TASK DIRECTIONS |
Nothing but the data below, returned exactly, should appear in the answer.

ENTRIES SUPPLIED |
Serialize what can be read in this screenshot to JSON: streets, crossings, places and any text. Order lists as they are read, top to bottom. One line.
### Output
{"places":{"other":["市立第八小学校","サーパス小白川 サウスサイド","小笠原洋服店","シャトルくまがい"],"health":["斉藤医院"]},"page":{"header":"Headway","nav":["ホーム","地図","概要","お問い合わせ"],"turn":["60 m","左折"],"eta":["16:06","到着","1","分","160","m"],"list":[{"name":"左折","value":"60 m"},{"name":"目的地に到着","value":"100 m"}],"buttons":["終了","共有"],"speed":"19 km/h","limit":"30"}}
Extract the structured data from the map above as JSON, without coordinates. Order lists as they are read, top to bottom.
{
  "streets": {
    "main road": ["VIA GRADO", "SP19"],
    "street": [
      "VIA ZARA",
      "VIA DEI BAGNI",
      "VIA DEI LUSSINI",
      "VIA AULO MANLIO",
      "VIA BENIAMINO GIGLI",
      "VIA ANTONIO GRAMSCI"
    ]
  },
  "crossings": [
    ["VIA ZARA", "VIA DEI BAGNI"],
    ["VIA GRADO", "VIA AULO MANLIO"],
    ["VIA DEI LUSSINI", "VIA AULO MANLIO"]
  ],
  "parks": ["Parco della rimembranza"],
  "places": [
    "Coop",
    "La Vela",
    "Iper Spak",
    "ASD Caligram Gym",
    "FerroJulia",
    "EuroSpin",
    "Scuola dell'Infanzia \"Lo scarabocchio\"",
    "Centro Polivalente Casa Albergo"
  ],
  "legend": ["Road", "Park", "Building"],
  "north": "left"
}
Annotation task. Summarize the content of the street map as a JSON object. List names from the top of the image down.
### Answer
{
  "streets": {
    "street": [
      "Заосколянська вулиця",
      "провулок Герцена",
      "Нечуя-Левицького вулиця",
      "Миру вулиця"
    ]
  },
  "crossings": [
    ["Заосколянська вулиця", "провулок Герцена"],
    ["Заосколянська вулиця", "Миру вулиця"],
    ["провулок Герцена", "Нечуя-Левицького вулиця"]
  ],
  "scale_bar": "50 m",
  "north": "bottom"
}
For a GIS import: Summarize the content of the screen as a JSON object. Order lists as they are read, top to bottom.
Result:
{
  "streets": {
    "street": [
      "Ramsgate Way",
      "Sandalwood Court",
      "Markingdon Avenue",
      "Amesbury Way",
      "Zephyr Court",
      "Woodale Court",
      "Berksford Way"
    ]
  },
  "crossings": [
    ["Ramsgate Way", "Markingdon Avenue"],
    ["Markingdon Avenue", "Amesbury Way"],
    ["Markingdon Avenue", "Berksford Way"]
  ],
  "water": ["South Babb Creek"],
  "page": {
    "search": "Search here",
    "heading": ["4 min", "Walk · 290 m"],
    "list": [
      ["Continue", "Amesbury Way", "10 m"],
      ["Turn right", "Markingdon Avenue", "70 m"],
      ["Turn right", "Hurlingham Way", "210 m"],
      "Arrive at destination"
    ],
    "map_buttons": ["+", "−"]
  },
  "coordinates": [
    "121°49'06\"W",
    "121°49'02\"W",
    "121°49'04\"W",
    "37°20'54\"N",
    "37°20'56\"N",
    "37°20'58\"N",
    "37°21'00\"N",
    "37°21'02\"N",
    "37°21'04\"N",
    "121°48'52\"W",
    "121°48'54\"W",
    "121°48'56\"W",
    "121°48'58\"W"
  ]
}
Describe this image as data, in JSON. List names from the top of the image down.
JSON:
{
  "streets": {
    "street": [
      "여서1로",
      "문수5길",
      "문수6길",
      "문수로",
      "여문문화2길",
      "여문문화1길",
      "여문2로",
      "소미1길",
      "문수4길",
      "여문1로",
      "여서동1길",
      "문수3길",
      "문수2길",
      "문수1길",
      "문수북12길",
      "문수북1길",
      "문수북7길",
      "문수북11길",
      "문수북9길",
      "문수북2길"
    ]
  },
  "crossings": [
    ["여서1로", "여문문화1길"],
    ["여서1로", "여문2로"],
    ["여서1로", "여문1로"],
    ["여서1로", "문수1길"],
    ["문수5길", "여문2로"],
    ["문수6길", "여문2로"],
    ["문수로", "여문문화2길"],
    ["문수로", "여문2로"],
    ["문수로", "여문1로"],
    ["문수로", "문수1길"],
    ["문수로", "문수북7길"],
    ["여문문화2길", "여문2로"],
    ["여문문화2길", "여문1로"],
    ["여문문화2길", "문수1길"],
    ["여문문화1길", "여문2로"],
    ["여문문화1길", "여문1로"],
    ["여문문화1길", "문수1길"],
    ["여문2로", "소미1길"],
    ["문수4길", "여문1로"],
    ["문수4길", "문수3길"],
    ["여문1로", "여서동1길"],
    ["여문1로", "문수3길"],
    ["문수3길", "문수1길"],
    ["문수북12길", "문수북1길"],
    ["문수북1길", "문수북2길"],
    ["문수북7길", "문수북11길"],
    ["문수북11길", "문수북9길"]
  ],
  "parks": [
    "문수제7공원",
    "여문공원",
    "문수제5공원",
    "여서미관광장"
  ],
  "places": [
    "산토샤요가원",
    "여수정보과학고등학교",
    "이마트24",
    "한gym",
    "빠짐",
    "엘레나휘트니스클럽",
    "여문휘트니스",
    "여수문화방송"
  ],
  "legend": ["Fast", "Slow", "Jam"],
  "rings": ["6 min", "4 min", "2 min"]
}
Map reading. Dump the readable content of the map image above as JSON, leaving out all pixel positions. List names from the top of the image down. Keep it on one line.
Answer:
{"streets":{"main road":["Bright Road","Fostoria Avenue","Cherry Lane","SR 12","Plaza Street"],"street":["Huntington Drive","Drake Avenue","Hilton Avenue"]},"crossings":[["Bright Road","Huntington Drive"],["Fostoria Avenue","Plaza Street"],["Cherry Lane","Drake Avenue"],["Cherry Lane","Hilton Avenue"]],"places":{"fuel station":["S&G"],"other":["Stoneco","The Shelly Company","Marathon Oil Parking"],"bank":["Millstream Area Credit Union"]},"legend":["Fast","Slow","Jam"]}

ANSWER |
Serialize what can be read in this screenshot to JSON: streets, crossings, places and any text. Order lists as they are read, top to bottom. One line.
### Output
{"places":{"other":["市立第八小学校","サーパス小白川 サウスサイド","小笠原洋服店","シャトルくまがい"],"health":["斉藤医院"]},"page":{"header":"Headway","nav":["ホーム","地図","概要","お問い合わせ"],"turn":["60 m","左折"],"eta":["16:06","到着","1","分","160","m"],"list":[{"name":"左折","value":"60 m"},{"name":"目的地に到着","value":"100 m"}],"buttons":["終了","共有"],"speed":"19 km/h","limit":"30"}}
Extract the structured data from the map above as JSON, without coordinates. Order lists as they are read, top to bottom.
{
  "streets": {
    "main road": ["VIA GRADO", "SP19"],
    "street": [
      "VIA ZARA",
      "VIA DEI BAGNI",
      "VIA DEI LUSSINI",
      "VIA AULO MANLIO",
      "VIA BENIAMINO GIGLI",
      "VIA ANTONIO GRAMSCI"
    ]
  },
  "crossings": [
    ["VIA ZARA", "VIA DEI BAGNI"],
    ["VIA GRADO", "VIA AULO MANLIO"],
    ["VIA DEI LUSSINI", "VIA AULO MANLIO"]
  ],
  "parks": ["Parco della rimembranza"],
  "places": [
    "Coop",
    "La Vela",
    "Iper Spak",
    "ASD Caligram Gym",
    "FerroJulia",
    "EuroSpin",
    "Scuola dell'Infanzia \"Lo scarabocchio\"",
    "Centro Polivalente Casa Albergo"
  ],
  "legend": ["Road", "Park", "Building"],
  "north": "left"
}
Annotation task. Summarize the content of the street map as a JSON object. List names from the top of the image down.
### Answer
{
  "streets": {
    "street": [
      "Заосколянська вулиця",
      "провулок Герцена",
      "Нечуя-Левицького вулиця",
      "Миру вулиця"
    ]
  },
  "crossings": [
    ["Заосколянська вулиця", "провулок Герцена"],
    ["Заосколянська вулиця", "Миру вулиця"],
    ["провулок Герцена", "Нечуя-Левицького вулиця"]
  ],
  "scale_bar": "50 m",
  "north": "bottom"
}
For a GIS import: Summarize the content of the screen as a JSON object. Order lists as they are read, top to bottom.
Result:
{
  "streets": {
    "street": [
      "Ramsgate Way",
      "Sandalwood Court",
      "Markingdon Avenue",
      "Amesbury Way",
      "Zephyr Court",
      "Woodale Court",
      "Berksford Way"
    ]
  },
  "crossings": [
    ["Ramsgate Way", "Markingdon Avenue"],
    ["Markingdon Avenue", "Amesbury Way"],
    ["Markingdon Avenue", "Berksford Way"]
  ],
  "water": ["South Babb Creek"],
  "page": {
    "search": "Search here",
    "heading": ["4 min", "Walk · 290 m"],
    "list": [
      ["Continue", "Amesbury Way", "10 m"],
      ["Turn right", "Markingdon Avenue", "70 m"],
      ["Turn right", "Hurlingham Way", "210 m"],
      "Arrive at destination"
    ],
    "map_buttons": ["+", "−"]
  },
  "coordinates": [
    "121°49'06\"W",
    "121°49'02\"W",
    "121°49'04\"W",
    "37°20'54\"N",
    "37°20'56\"N",
    "37°20'58\"N",
    "37°21'00\"N",
    "37°21'02\"N",
    "37°21'04\"N",
    "121°48'52\"W",
    "121°48'54\"W",
    "121°48'56\"W",
    "121°48'58\"W"
  ]
}
Describe this image as data, in JSON. List names from the top of the image down.
JSON:
{
  "streets": {
    "street": [
      "여서1로",
      "문수5길",
      "문수6길",
      "문수로",
      "여문문화2길",
      "여문문화1길",
      "여문2로",
      "소미1길",
      "문수4길",
      "여문1로",
      "여서동1길",
      "문수3길",
      "문수2길",
      "문수1길",
      "문수북12길",
      "문수북1길",
      "문수북7길",
      "문수북11길",
      "문수북9길",
      "문수북2길"
    ]
  },
  "crossings": [
    ["여서1로", "여문문화1길"],
    ["여서1로", "여문2로"],
    ["여서1로", "여문1로"],
    ["여서1로", "문수1길"],
    ["문수5길", "여문2로"],
    ["문수6길", "여문2로"],
    ["문수로", "여문문화2길"],
    ["문수로", "여문2로"],
    ["문수로", "여문1로"],
    ["문수로", "문수1길"],
    ["문수로", "문수북7길"],
    ["여문문화2길", "여문2로"],
    ["여문문화2길", "여문1로"],
    ["여문문화2길", "문수1길"],
    ["여문문화1길", "여문2로"],
    ["여문문화1길", "여문1로"],
    ["여문문화1길", "문수1길"],
    ["여문2로", "소미1길"],
    ["문수4길", "여문1로"],
    ["문수4길", "문수3길"],
    ["여문1로", "여서동1길"],
    ["여문1로", "문수3길"],
    ["문수3길", "문수1길"],
    ["문수북12길", "문수북1길"],
    ["문수북1길", "문수북2길"],
    ["문수북7길", "문수북11길"],
    ["문수북11길", "문수북9길"]
  ],
  "parks": [
    "문수제7공원",
    "여문공원",
    "문수제5공원",
    "여서미관광장"
  ],
  "places": [
    "산토샤요가원",
    "여수정보과학고등학교",
    "이마트24",
    "한gym",
    "빠짐",
    "엘레나휘트니스클럽",
    "여문휘트니스",
    "여수문화방송"
  ],
  "legend": ["Fast", "Slow", "Jam"],
  "rings": ["6 min", "4 min", "2 min"]
}
Map reading. Dump the readable content of the map image above as JSON, leaving out all pixel positions. List names from the top of the image down. Keep it on one line.
Answer:
{"streets":{"main road":["Bright Road","Fostoria Avenue","Cherry Lane","SR 12","Plaza Street"],"street":["Huntington Drive","Drake Avenue","Hilton Avenue"]},"crossings":[["Bright Road","Huntington Drive"],["Fostoria Avenue","Plaza Street"],["Cherry Lane","Drake Avenue"],["Cherry Lane","Hilton Avenue"]],"places":{"fuel station":["S&G"],"other":["Stoneco","The Shelly Company","Marathon Oil Parking"],"bank":["Millstream Area Credit Union"]},"legend":["Fast","Slow","Jam"]}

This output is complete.